4 it is not Pakistan’s radicals who pose a threat to the population of Britain, but the Pakistan intelligence service as various articles tacitly admit. They are the ones rearming the resurgent Taliban, they are the ones who seem constantly to have some sort of connection to every claimed crazy radical caught in Britain. What do you propose to do about them? Well nothing of course.

5 your ref to the New East End is warranted, its a very good book. The liberals (and we're all liberals now) do dump people in areas of already existing poverty, without consulting the residents and when unrest happens the very same liberals from their sanctuaries in west and north London, utter pious homilies against the racism of the working class. Considering they are confronting the problems and they're under resourced already, I'm amazed (and I've worked in the east end) how little racism there is in these areas.
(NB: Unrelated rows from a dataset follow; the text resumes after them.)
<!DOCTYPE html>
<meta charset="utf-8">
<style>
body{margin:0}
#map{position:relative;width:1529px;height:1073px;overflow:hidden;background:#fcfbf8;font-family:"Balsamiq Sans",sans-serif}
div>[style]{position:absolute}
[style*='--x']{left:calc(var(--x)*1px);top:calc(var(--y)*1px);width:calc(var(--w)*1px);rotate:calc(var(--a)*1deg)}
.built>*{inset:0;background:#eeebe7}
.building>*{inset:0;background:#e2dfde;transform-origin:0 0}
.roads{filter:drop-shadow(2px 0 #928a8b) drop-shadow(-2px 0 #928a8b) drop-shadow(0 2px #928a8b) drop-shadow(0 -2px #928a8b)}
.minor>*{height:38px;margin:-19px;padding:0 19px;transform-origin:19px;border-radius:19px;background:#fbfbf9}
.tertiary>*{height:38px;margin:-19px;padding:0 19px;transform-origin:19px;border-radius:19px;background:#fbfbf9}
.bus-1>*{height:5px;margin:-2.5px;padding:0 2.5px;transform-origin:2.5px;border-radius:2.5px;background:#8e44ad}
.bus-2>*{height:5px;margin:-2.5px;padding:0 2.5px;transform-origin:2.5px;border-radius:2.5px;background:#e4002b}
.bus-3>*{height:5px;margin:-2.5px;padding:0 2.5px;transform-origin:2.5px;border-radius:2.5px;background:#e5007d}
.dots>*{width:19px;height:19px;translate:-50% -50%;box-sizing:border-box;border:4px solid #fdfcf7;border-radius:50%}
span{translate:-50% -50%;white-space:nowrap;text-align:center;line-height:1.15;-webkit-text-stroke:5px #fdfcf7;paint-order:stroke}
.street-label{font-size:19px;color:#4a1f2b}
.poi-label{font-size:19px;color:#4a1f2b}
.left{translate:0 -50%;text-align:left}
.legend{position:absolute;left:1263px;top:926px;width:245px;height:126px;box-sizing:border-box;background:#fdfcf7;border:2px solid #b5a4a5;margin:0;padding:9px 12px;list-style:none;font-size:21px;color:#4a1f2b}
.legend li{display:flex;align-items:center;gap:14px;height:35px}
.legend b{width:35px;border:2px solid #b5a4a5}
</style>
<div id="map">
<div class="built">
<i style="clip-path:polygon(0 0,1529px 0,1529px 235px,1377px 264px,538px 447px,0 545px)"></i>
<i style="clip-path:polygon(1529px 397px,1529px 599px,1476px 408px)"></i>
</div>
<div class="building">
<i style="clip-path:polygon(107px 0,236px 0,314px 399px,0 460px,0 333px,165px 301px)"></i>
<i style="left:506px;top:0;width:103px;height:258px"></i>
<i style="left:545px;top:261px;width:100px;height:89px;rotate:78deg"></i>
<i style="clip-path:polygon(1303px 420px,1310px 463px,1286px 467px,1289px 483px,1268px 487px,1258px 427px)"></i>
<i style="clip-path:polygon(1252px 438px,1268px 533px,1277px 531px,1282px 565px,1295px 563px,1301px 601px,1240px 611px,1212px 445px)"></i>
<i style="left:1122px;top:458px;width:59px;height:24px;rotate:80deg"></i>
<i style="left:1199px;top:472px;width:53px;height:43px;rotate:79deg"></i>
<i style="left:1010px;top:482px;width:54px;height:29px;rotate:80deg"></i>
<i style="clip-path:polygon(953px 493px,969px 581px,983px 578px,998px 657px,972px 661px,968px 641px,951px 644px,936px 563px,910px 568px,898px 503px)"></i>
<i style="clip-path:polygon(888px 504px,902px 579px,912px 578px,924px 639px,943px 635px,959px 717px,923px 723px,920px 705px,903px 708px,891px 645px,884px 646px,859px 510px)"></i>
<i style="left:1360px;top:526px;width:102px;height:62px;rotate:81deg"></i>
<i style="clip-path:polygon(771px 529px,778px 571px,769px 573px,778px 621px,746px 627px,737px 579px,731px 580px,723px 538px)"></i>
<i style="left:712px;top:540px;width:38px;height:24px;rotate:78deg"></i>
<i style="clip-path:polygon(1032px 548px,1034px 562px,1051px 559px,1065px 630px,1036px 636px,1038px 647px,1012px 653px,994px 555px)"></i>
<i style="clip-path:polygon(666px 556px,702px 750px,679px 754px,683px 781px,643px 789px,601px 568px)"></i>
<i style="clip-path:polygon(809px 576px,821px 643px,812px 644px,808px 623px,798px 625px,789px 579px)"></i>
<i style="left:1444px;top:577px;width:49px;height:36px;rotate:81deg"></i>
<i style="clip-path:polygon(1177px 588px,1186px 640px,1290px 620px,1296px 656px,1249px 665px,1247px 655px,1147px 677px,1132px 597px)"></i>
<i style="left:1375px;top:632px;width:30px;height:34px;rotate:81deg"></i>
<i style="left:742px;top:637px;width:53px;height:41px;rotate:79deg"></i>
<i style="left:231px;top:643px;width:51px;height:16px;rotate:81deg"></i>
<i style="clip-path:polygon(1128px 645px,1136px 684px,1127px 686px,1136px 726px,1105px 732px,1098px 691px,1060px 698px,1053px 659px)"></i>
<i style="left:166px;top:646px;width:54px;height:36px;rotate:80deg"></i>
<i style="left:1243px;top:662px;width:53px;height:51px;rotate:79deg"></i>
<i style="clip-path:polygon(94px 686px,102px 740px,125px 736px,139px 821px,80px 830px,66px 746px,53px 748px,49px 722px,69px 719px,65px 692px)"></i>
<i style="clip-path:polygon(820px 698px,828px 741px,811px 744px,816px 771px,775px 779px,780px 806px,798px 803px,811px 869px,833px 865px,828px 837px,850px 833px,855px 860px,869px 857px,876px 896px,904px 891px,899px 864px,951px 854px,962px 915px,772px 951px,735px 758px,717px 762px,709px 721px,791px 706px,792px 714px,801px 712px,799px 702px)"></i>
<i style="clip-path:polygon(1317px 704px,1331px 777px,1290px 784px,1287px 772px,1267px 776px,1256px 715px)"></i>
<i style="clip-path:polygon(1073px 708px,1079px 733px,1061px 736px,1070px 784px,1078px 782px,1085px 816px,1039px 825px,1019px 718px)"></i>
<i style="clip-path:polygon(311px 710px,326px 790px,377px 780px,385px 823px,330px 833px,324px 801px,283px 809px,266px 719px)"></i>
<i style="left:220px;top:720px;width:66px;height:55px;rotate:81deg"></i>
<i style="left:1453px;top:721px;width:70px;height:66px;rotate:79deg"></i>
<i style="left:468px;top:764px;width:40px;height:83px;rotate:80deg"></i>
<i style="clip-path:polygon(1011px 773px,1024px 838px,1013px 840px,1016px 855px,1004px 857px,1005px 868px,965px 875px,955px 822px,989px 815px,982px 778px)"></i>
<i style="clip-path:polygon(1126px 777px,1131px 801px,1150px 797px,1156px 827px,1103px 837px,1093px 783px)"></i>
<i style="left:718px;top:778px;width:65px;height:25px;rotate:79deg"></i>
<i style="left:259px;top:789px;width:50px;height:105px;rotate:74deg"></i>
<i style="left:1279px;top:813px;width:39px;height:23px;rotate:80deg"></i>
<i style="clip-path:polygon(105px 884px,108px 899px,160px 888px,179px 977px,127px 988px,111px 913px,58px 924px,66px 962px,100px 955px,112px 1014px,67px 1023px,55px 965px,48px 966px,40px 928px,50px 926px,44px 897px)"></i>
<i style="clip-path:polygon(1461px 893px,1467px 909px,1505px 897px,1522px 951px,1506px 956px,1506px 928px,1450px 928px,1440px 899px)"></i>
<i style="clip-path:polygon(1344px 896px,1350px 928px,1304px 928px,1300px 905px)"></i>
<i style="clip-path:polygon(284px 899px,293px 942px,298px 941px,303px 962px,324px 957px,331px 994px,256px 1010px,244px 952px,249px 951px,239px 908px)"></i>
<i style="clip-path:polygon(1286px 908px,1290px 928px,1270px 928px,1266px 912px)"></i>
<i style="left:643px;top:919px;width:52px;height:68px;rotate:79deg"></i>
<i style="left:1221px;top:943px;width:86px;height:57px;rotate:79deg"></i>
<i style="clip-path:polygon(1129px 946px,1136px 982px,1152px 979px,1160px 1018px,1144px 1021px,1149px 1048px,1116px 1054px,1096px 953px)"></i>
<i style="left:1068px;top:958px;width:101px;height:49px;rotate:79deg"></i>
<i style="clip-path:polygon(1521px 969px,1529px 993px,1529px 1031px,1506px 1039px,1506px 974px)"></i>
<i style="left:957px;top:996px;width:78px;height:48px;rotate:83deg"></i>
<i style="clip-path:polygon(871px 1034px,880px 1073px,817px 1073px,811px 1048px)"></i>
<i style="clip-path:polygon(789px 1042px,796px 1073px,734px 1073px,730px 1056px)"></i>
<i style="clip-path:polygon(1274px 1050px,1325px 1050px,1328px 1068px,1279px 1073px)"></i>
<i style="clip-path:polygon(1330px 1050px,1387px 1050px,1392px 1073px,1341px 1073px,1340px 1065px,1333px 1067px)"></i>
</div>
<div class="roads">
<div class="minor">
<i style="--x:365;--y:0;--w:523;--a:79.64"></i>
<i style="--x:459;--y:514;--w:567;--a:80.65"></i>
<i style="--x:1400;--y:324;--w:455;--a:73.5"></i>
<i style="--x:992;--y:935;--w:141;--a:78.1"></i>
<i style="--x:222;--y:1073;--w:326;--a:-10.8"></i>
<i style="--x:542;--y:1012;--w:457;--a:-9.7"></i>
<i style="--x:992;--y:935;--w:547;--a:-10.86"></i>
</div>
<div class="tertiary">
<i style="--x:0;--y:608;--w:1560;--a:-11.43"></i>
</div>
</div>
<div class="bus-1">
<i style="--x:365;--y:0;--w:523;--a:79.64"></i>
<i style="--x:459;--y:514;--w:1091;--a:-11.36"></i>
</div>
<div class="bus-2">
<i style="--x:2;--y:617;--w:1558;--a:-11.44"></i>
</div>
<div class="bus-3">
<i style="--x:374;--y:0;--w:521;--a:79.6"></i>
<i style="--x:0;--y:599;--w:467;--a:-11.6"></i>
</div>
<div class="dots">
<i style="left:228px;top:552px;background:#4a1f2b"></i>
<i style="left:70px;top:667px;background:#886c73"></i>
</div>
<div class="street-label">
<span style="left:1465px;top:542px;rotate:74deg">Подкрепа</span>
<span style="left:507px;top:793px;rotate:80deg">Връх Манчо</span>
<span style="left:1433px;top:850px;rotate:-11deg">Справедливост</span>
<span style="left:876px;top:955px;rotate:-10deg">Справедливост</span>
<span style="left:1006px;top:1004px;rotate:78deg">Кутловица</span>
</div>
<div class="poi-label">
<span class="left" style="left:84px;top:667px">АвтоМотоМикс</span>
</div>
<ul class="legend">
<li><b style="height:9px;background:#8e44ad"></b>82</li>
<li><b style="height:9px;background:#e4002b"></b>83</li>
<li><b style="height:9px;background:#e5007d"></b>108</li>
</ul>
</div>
Dump a lot of any sort of foreigners in Hampstead and see what you get.

6 i notice you claim al qaida (al-CIA-da) are indiscriminate, where the IRA weren't. Well Max some of us have long memories, and I don't recall the daily tele discriminating in this manner when the IRA bombs were going off.

Still, after all of that, I’ve seen much worse and more stupid articles about this topic than yours. The standard of the debate is getting better. The problem with your pious ending which of course everyone would wish were true, is that it fails to take into account the officially endorsed and ongoing violence that this system perpetuates on everyone, every day. Until that is resolved violence will occur. It’s just a matter of how you label it. The first step away from this sort of violence is for the rich to admit that their 20 year endeavour to stuff as much of the GNP cake into their mouths as they possibly can without paying any social cost what so ever, has in fact endangered everyone including them. That's the root course of the problem: neo-liberalism and the rich’s greedy, anti-social behaviour that goes with it. No amount of finger pointing and scapegoating of Muslims will alleviate that.